* [WHAT YOU NEED TO DO]: Would you please return the lines of the material that contain the word "hidden"?

GIVEN DATA Start Marker

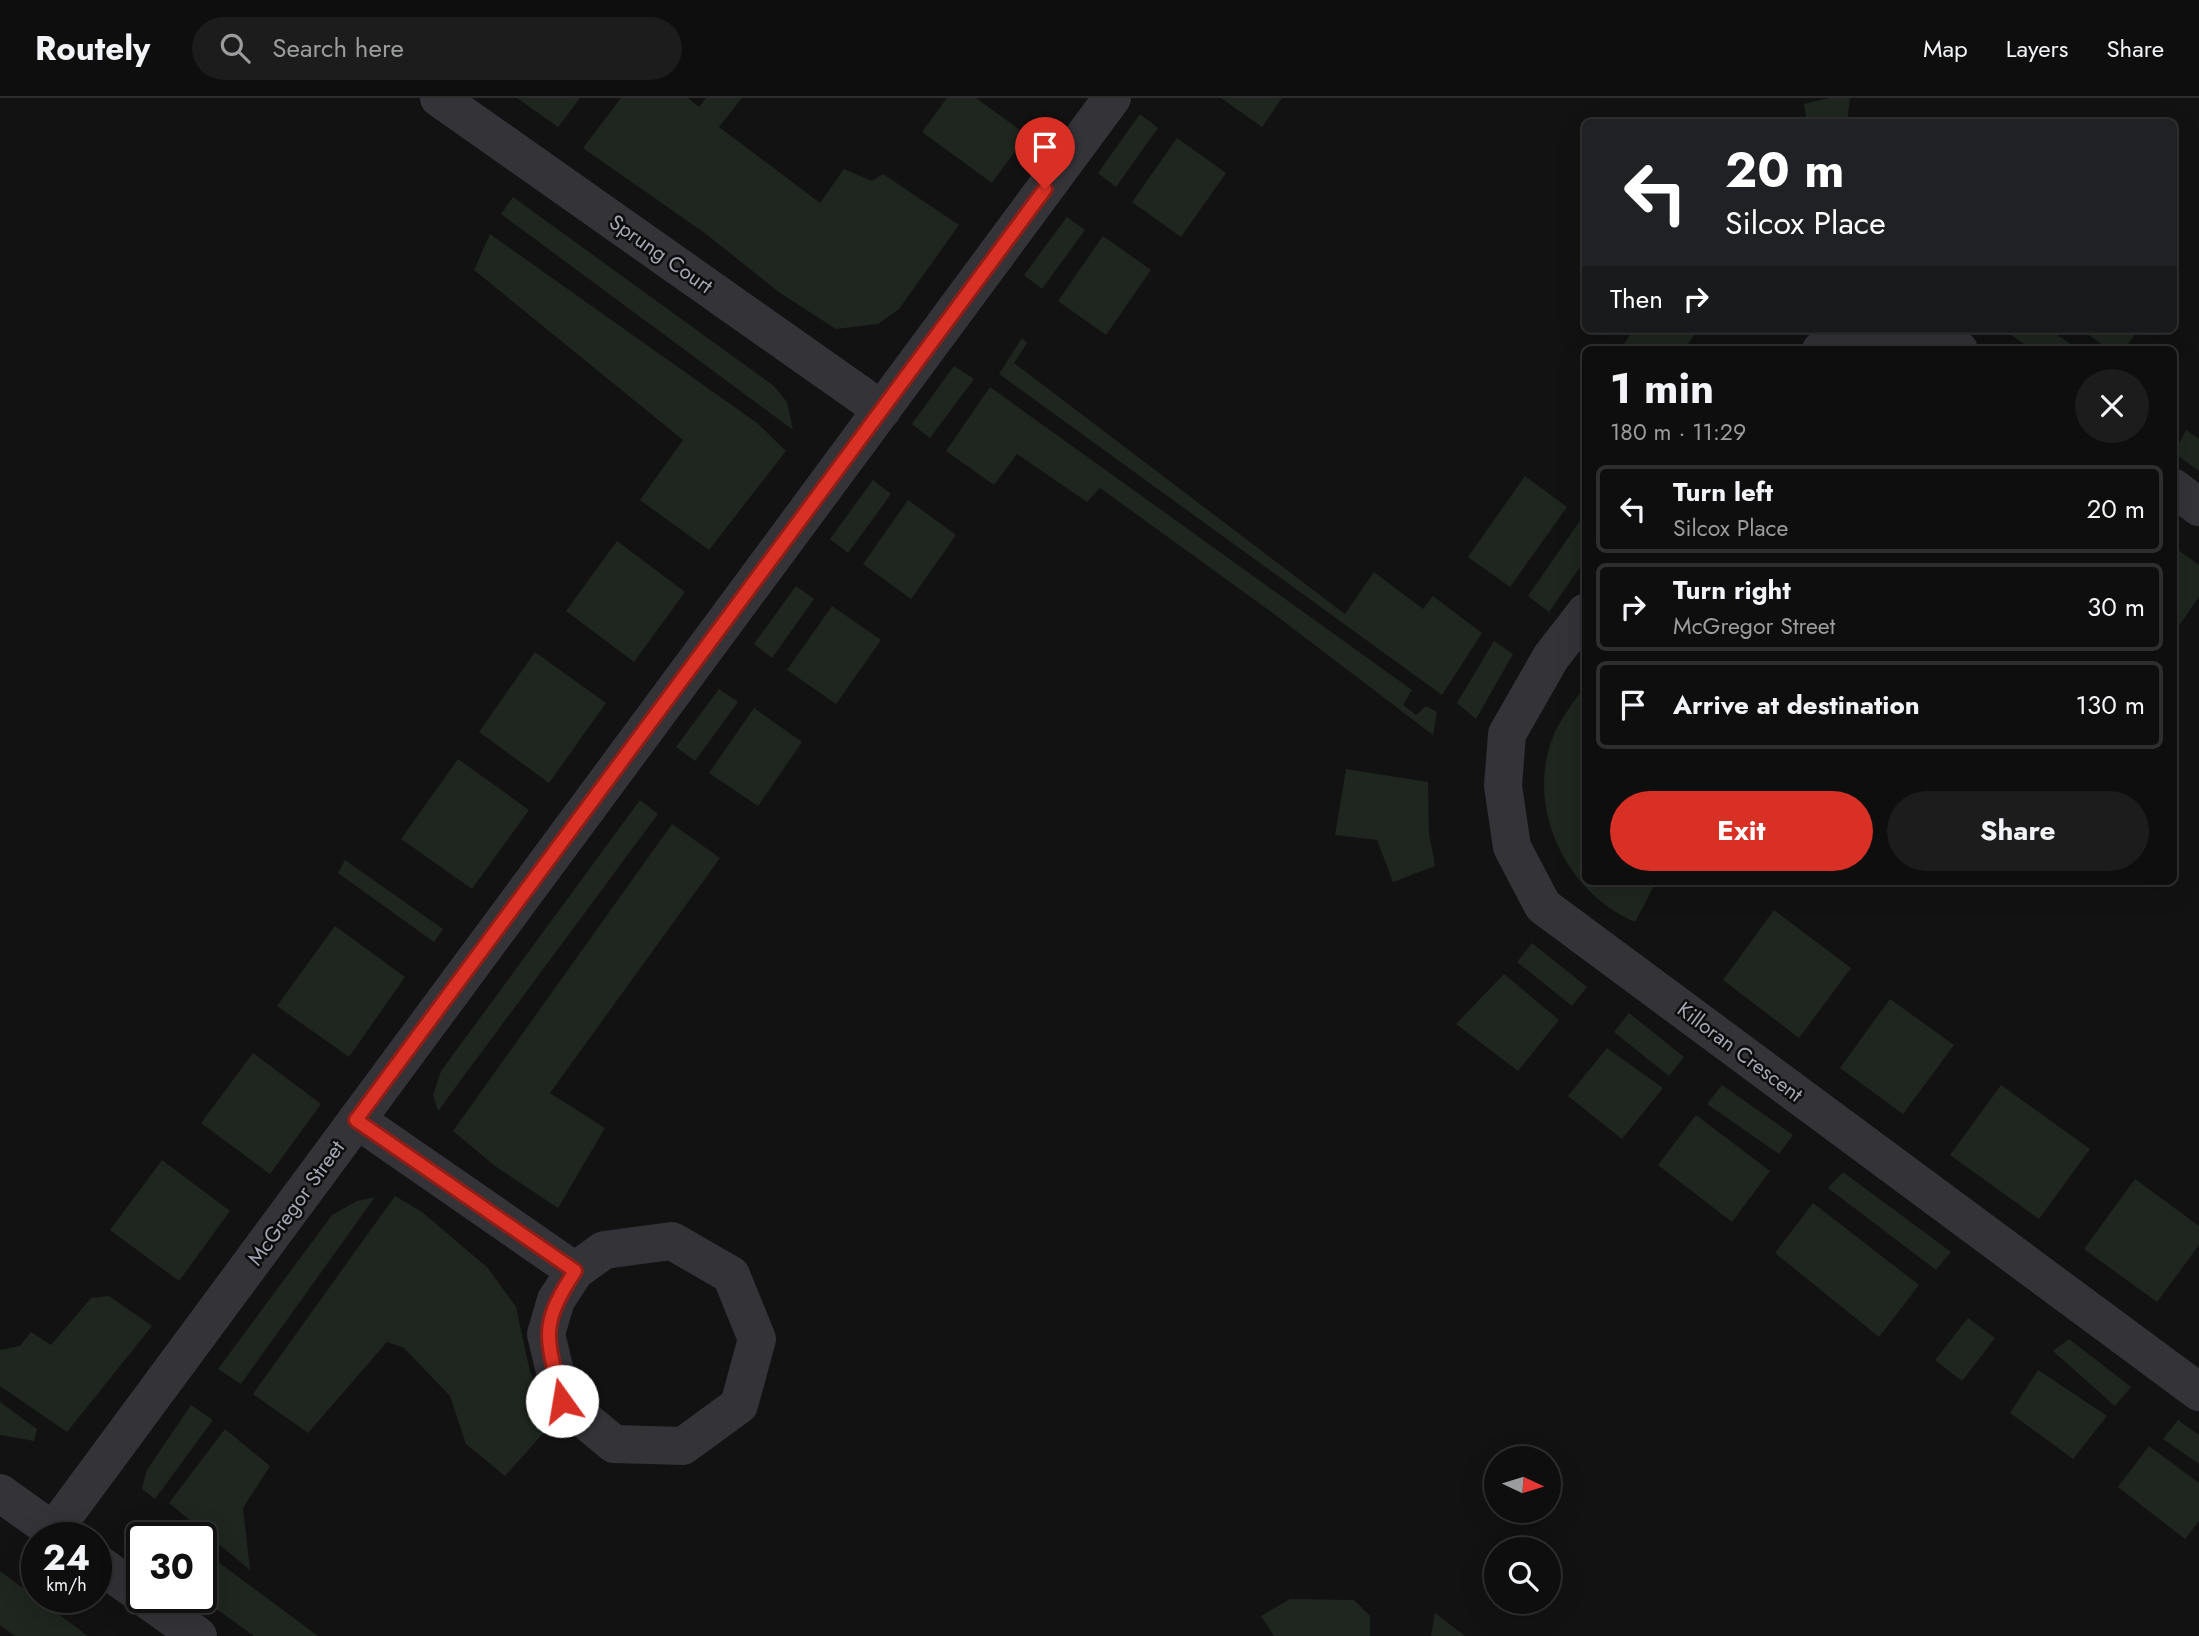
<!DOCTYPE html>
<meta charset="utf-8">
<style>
:root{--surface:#0e0e0e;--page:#1c1c1c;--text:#f1f3f6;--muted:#9b9c9e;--line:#2e2e2e;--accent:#d93025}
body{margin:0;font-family:Jost,sans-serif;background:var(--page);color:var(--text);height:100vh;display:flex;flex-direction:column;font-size:26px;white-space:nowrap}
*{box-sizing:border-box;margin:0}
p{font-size:23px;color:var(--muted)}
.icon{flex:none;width:38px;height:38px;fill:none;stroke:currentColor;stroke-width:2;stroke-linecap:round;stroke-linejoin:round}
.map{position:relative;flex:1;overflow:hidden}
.sheet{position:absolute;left:1582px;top:248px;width:595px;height:539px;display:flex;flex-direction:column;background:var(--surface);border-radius:10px;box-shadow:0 7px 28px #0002,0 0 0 2px var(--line)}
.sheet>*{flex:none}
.banner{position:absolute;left:1582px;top:21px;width:595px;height:214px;border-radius:10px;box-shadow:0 7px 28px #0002,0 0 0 2px var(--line);background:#202124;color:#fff;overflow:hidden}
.needle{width:46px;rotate:94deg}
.fabs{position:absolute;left:1484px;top:1348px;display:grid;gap:14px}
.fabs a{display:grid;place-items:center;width:77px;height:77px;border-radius:50%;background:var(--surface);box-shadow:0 7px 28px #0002,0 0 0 2px var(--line);font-size:35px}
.speed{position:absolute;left:21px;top:1424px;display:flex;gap:14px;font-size:35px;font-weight:700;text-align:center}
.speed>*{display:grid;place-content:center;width:91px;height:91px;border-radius:50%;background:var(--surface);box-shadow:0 7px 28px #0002,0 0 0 2px var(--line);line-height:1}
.speed small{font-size:18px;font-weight:400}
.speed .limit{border:4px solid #111;border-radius:10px;background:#fff;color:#111}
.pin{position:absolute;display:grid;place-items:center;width:60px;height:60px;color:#fff;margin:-72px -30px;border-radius:50% 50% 50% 0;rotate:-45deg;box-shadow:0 0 7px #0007}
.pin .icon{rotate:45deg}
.me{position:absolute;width:77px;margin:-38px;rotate:347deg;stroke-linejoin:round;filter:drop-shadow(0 0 5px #0008)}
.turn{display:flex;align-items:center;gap:24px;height:147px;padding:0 28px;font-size:32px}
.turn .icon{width:91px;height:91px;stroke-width:2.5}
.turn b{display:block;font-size:49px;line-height:60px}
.then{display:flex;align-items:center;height:66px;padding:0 28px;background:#0003;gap:14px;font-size:26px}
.round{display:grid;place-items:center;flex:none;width:74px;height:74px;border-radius:37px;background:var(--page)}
.head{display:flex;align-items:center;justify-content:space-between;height:119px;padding:0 28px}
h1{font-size:42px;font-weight:700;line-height:52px}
.cta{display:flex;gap:14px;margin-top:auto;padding:14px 28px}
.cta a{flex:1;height:80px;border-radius:42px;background:var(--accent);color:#fff;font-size:28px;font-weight:700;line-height:80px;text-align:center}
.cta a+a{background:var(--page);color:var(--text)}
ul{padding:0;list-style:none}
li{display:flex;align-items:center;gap:21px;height:88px;margin:0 14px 10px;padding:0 14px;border:4px solid var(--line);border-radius:10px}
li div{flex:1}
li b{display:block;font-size:26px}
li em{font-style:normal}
header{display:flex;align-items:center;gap:42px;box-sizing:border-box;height:98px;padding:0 35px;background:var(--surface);border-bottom:2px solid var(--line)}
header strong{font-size:33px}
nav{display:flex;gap:38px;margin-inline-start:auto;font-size:24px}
.search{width:490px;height:63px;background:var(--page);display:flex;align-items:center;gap:18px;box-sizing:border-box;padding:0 24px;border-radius:38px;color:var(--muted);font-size:26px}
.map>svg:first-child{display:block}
</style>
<header>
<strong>Routely</strong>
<div class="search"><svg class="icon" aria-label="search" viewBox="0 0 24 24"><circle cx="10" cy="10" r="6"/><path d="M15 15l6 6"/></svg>Search here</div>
<nav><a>Map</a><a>Layers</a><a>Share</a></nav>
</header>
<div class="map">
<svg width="2199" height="1538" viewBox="0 0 2199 1538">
<rect width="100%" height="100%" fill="#121213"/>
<g fill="#1e261f">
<polygon points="517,0 580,0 558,29"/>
<polygon points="621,0 688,0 699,9 706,0 742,0 719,29 820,105 844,71 872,83 883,76 959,127 899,211 878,226 836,231 780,195 706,136 583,50"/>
<polygon points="947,0 976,0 1027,37 992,85 922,34"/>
<polygon points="1221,0 1282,0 1262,29"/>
<polygon points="1829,0 1850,0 1847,24 1807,24 1804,6"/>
<polygon points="1140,16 1158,30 1116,89 1098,75"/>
<polygon points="1177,40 1226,75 1181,139 1132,104"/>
<polygon points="513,99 774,288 787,304 793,332 501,116"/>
<polygon points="1067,119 1085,132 1042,191 1024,177"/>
<polygon points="490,136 757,325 786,353 709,452 640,402 683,342 474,172"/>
<polygon points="1103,138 1151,172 1106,237 1058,203"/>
<polygon points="1634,231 1698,231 1684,252 1620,252"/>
<polygon points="2002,231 2049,231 2079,252 2033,252"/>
<polygon points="2080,231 2139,231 2124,252 2110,252"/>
<polygon points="1022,240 1027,245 1014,265 1345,516 1374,474 1423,511 1433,498 1482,535 1442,597 999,276"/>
<polygon points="954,268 974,281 930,340 912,326"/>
<polygon points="990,289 1412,592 1403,607 1416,617 1426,608 1437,614 1433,637 1270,513 1100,390 1087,404 1017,356 994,387 946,353"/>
<polygon points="2186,332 2199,341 2199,373 2174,355"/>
<polygon points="1525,378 1567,409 1510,489 1468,459"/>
<polygon points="873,382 891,396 848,455 830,441"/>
<polygon points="908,402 956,437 911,501 863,466"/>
<polygon points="1584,417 1585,462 1549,514 1528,498"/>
<polygon points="617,443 685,494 634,564 566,513"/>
<polygon points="2174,449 2199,467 2199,499 2174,535"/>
<polygon points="796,488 814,501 772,560 754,546"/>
<polygon points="832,508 881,542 836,606 787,572"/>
<polygon points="1494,543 1513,556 1476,621 1457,605"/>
<polygon points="535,554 606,605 549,685 479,634"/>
<path d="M1585 588 1586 784H1656L1635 824C1569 796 1528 716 1550 647 1557 625 1572 606 1585 588Z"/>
<polygon points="719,591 738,604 695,663 676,649"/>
<polygon points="754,610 802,644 758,708 709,675"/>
<polygon points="458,661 529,712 472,791 401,741"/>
<polygon points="1346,671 1428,684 1429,735 1435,768 1393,784 1377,742 1335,737"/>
<polygon points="640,702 658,716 438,1013 433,997 441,973"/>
<polygon points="672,726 720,760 550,995 605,1030 558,1110 495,1068 453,1033"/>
<polygon points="345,762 443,831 434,844 338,775"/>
<polygon points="1774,812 1851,870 1799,940 1723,882"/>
<polygon points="335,828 405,879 349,959 277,908"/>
<polygon points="1532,845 1587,889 1572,908 1517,864"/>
<polygon points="1504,876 1559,922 1518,973 1456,926"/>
<polygon points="1890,901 1954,947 1903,1016 1840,970"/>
<polygon points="1629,915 1684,959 1669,978 1614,934"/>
<polygon points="1607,950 1663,990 1622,1041 1568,998"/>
<polygon points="253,955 321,1006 270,1076 201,1025"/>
<polygon points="1722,987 1793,1037 1779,1056 1707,1006"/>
<polygon points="2001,987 2090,1051 2039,1121 1950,1057"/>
<polygon points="1696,1017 1770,1073 1732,1124 1658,1067"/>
<polygon points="162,1062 230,1113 179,1183 110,1132"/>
<polygon points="1843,1074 1951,1154 1936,1172 1828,1090"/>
<polygon points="2135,1081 2199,1128 2199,1147 2157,1204 2084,1151"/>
<polygon points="395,1098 422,1114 488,1170 516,1209 530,1274 554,1323 505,1378 466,1346 450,1298 404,1250 387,1244 308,1335 253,1296"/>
<polygon points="375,1099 241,1286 218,1271 332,1117 357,1103"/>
<polygon points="1813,1105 1919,1187 1879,1239 1775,1155"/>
<polygon points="109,1198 152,1228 67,1334 0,1288 0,1252 20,1248 31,1234 51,1247 91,1200"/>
<polygon points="1968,1220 1995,1240 1962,1283 1935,1262"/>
<polygon points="2069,1241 2131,1289 2115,1308 2053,1253"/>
<polygon points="2038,1272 2107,1318 2073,1361 2010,1315"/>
<polygon points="0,1304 37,1331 34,1343 0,1337"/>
<polygon points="191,1307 213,1322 155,1401 142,1391 147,1372"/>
<polygon points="2178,1322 2199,1337 2199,1366 2163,1341"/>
<polygon points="225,1331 270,1368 243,1410 250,1472 169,1405"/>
<polygon points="2149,1348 2199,1385 2199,1423 2185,1441 2118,1389"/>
<polygon points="160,1422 186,1440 152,1440 148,1431"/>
<polygon points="201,1451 318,1538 254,1538 201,1500"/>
<polygon points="0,1473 88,1538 15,1538 0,1527"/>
<polygon points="1290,1501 1354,1502 1370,1518 1370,1538 1274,1538 1261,1518"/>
<polygon points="1435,1515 1465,1538 1431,1538"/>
</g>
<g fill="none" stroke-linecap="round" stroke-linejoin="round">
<g stroke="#333338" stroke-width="38">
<polyline points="439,0 882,312"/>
<polyline points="1821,252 1929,242 1959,252"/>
<polyline points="2174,390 2199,409"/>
<polyline points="1586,514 1551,559 1507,636 1503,688 1512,749 1543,808 2199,1294"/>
<polyline points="357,1022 575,1173"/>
<polygon points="672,1143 731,1177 757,1241 739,1307 683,1348 614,1346 562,1303 546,1236 556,1202 575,1173 604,1152"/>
<polyline points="53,1433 1112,0"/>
</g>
<g stroke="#333338" stroke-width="38">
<polyline points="0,1395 63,1440"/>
<polyline points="96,1464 142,1497"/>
<polyline points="145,1500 198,1538"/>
</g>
</g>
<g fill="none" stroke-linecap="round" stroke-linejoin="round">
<g stroke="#8d1f18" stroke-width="18">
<path id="route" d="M562 1303C547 1239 538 1230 575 1173L356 1022 1045 91"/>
</g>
<use href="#route" stroke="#d93025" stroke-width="12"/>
</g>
<g text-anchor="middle" stroke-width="5" stroke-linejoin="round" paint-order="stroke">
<g font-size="21" fill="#a4a7b3" stroke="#0d0d0e">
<text transform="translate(661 156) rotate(35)" y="7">Sprung Court</text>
<text transform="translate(1740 954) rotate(37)" y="7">Killoran Crescent</text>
<text transform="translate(296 1105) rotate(-54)" y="7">McGregor Street</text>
</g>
</g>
</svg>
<div class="fabs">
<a><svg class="needle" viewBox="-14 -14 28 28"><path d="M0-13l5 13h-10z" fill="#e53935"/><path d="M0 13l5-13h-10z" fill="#9b9c9e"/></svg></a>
<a><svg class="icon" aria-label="search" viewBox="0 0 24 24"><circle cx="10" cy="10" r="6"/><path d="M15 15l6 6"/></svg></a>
</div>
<div class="speed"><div>24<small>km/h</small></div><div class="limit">30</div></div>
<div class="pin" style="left:1045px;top:91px;background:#d93025"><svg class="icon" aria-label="arrive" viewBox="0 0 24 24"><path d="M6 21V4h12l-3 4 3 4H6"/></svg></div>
<svg class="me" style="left:562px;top:1303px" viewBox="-20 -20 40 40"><circle r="19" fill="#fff"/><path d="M0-13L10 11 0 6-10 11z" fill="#d93025"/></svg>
<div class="banner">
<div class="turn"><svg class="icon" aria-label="left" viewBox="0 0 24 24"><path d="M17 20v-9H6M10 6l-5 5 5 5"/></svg><div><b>20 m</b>Silcox Place</div></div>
<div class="then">Then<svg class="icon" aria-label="right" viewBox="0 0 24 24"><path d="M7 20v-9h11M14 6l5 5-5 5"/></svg></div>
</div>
<section class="sheet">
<div class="head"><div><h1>1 min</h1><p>180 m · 11:29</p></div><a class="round"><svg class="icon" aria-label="close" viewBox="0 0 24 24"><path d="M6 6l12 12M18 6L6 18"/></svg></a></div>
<ul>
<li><svg class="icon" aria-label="left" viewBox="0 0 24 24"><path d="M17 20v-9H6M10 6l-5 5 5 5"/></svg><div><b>Turn left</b><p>Silcox Place</p></div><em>20 m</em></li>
<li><svg class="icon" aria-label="right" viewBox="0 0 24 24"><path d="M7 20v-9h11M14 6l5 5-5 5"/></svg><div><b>Turn right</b><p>McGregor Street</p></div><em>30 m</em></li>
<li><svg class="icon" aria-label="arrive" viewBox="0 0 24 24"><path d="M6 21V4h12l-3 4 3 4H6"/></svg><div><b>Arrive at destination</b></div><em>130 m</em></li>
</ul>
<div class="cta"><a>Exit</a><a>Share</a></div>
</section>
</div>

GIVEN DATA End Marker

* [EXERCISE ANSWER]:
.map{position:relative;flex:1;overflow:hidden}
.banner{position:absolute;left:1582px;top:21px;width:595px;height:214px;border-radius:10px;box-shadow:0 7px 28px #0002,0 0 0 2px var(--line);background:#202124;color:#fff;overflow:hidden}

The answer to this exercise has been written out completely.